Saved data entries
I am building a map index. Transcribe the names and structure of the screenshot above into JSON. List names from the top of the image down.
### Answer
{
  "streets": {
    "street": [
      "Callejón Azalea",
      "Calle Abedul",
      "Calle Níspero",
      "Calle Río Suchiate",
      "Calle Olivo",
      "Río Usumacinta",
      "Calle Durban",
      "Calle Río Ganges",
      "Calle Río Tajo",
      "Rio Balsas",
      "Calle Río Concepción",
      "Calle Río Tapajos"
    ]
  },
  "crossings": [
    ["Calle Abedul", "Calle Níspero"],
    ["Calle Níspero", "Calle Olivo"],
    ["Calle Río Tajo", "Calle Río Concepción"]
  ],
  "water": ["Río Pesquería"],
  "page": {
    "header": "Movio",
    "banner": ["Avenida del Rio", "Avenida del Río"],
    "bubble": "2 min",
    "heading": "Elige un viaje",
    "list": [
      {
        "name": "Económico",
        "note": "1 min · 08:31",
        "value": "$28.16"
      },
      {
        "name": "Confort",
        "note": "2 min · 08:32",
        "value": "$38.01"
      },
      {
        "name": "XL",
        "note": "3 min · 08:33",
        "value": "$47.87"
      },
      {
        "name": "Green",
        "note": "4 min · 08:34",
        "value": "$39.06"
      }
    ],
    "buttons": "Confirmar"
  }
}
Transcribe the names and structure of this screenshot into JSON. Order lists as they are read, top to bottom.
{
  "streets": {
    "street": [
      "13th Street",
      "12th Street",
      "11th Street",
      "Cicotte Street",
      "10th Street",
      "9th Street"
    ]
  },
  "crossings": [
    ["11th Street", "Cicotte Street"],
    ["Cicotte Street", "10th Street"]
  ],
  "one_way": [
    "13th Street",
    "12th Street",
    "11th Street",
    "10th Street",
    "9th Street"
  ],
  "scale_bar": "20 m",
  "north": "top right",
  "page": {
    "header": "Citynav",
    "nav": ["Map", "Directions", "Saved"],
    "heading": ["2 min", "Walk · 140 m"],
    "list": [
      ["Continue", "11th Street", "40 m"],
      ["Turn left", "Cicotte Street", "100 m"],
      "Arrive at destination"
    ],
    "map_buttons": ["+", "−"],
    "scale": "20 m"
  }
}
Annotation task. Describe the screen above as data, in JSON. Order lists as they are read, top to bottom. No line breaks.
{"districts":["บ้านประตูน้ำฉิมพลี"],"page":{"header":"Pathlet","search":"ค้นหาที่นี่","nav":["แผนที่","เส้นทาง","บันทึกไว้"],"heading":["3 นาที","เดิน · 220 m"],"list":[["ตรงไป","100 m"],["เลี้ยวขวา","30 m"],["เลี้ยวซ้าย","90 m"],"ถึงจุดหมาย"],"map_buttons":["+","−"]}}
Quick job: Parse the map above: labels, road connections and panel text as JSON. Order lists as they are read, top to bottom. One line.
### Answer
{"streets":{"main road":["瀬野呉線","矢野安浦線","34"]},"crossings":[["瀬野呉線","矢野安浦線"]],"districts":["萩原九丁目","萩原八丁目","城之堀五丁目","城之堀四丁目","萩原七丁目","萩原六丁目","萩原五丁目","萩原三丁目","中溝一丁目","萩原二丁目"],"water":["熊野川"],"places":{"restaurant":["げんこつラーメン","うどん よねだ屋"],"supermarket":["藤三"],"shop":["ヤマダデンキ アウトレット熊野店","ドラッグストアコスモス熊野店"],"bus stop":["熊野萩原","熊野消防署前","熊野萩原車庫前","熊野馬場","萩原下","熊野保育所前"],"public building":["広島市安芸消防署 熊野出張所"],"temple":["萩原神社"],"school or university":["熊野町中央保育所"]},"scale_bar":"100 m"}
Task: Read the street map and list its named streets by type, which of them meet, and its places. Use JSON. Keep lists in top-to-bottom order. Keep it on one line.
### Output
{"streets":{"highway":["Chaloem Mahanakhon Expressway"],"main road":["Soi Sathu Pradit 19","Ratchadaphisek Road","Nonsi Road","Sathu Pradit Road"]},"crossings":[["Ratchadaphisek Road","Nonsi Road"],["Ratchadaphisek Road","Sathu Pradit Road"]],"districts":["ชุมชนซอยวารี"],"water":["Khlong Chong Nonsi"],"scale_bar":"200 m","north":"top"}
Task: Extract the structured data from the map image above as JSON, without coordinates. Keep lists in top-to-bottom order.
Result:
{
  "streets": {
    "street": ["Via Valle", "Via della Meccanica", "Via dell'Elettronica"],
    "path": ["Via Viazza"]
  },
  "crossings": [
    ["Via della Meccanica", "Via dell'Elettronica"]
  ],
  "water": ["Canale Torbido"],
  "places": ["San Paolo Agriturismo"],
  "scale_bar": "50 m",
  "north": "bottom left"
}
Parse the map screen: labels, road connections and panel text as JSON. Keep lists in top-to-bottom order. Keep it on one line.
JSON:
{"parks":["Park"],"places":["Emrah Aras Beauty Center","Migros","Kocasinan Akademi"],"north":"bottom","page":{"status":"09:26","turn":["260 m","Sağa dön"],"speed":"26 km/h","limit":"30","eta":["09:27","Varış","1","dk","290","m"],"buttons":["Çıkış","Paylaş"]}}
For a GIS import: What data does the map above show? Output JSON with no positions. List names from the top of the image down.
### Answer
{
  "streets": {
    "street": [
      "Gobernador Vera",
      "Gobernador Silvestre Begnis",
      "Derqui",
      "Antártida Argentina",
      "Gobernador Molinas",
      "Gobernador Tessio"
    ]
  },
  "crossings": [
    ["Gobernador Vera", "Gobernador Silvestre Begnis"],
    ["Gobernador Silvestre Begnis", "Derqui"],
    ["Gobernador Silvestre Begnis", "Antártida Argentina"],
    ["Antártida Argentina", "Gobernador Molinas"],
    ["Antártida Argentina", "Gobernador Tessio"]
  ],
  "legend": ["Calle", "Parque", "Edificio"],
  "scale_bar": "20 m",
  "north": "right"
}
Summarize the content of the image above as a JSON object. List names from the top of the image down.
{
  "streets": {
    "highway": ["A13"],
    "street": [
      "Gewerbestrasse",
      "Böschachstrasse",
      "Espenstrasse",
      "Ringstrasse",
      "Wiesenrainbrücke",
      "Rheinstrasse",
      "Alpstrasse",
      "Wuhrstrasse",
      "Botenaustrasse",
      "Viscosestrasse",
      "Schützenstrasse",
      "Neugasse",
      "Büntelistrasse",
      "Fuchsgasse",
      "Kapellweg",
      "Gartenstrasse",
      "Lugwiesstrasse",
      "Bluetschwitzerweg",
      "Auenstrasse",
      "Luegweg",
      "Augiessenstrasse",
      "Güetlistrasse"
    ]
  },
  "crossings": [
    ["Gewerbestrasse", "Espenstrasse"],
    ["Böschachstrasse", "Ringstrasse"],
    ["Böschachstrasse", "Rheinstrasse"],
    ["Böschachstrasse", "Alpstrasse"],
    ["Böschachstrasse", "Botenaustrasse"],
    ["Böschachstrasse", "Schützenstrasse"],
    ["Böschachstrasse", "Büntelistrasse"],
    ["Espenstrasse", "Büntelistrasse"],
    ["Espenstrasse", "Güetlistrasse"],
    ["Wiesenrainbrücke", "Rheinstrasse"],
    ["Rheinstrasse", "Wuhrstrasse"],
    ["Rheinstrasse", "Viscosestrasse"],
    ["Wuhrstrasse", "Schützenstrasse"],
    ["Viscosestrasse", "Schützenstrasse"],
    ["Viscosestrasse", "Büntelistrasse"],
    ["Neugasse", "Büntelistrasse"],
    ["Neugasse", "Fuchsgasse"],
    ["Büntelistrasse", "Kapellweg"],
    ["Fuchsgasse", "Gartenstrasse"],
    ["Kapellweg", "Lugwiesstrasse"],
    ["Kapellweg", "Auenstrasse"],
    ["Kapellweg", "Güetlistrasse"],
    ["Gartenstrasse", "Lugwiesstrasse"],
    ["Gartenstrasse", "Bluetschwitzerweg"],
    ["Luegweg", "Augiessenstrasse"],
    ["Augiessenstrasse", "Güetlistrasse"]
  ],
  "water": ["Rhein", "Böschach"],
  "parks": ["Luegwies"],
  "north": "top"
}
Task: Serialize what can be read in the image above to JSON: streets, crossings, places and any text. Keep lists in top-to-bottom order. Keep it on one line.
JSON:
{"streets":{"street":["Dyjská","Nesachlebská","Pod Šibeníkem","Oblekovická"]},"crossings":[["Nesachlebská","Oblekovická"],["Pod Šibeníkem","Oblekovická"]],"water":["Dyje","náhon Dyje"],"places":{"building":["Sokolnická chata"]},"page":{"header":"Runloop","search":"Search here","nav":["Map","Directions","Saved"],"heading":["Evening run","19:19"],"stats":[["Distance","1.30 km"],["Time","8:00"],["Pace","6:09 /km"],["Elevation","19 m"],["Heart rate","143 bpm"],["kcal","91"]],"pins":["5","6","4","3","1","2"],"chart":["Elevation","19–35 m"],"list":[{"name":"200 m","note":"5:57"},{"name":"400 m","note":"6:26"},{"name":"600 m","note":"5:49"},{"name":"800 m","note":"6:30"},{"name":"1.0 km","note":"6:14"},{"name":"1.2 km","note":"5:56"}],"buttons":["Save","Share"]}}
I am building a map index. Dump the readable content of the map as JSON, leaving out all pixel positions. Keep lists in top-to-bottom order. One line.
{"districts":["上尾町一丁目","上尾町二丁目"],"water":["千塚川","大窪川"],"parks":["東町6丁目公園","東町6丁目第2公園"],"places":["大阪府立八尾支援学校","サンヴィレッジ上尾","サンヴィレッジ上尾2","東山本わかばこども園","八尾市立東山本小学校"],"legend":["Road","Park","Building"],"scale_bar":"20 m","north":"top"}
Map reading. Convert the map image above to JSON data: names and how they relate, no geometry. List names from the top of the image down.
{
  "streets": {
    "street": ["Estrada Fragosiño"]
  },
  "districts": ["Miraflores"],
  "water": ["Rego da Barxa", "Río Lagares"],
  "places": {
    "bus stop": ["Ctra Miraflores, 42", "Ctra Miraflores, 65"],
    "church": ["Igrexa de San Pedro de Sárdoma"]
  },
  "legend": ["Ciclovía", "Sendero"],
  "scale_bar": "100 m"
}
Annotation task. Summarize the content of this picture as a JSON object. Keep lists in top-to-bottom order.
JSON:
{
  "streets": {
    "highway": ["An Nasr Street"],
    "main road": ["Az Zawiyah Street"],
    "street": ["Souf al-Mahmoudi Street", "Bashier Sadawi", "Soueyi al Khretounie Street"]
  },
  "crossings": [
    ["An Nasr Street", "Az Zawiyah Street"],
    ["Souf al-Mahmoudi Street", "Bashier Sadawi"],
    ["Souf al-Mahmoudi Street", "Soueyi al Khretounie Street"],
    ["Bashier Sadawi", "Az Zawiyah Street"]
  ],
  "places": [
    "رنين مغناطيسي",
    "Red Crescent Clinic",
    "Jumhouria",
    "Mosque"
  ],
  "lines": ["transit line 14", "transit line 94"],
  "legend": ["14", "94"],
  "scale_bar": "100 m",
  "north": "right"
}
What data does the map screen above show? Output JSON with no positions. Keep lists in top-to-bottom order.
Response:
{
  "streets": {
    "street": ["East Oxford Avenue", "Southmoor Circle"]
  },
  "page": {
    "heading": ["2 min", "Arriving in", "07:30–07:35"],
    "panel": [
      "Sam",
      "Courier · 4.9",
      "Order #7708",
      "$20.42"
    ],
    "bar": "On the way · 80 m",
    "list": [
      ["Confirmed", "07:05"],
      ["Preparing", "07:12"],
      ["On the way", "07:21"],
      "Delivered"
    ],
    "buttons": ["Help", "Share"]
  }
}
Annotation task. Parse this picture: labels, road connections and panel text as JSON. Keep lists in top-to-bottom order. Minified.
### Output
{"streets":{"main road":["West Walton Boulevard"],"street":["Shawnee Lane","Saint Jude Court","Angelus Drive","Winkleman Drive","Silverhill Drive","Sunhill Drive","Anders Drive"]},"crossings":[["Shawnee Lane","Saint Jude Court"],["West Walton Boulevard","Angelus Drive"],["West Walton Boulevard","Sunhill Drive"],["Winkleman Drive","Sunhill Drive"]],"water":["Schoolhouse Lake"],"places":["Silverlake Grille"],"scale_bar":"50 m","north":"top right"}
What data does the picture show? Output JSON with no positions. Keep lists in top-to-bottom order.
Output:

**What you are asked to do:**
Which lines of the entries contain "labels"? Count them and write only the number.

**Output below:**
3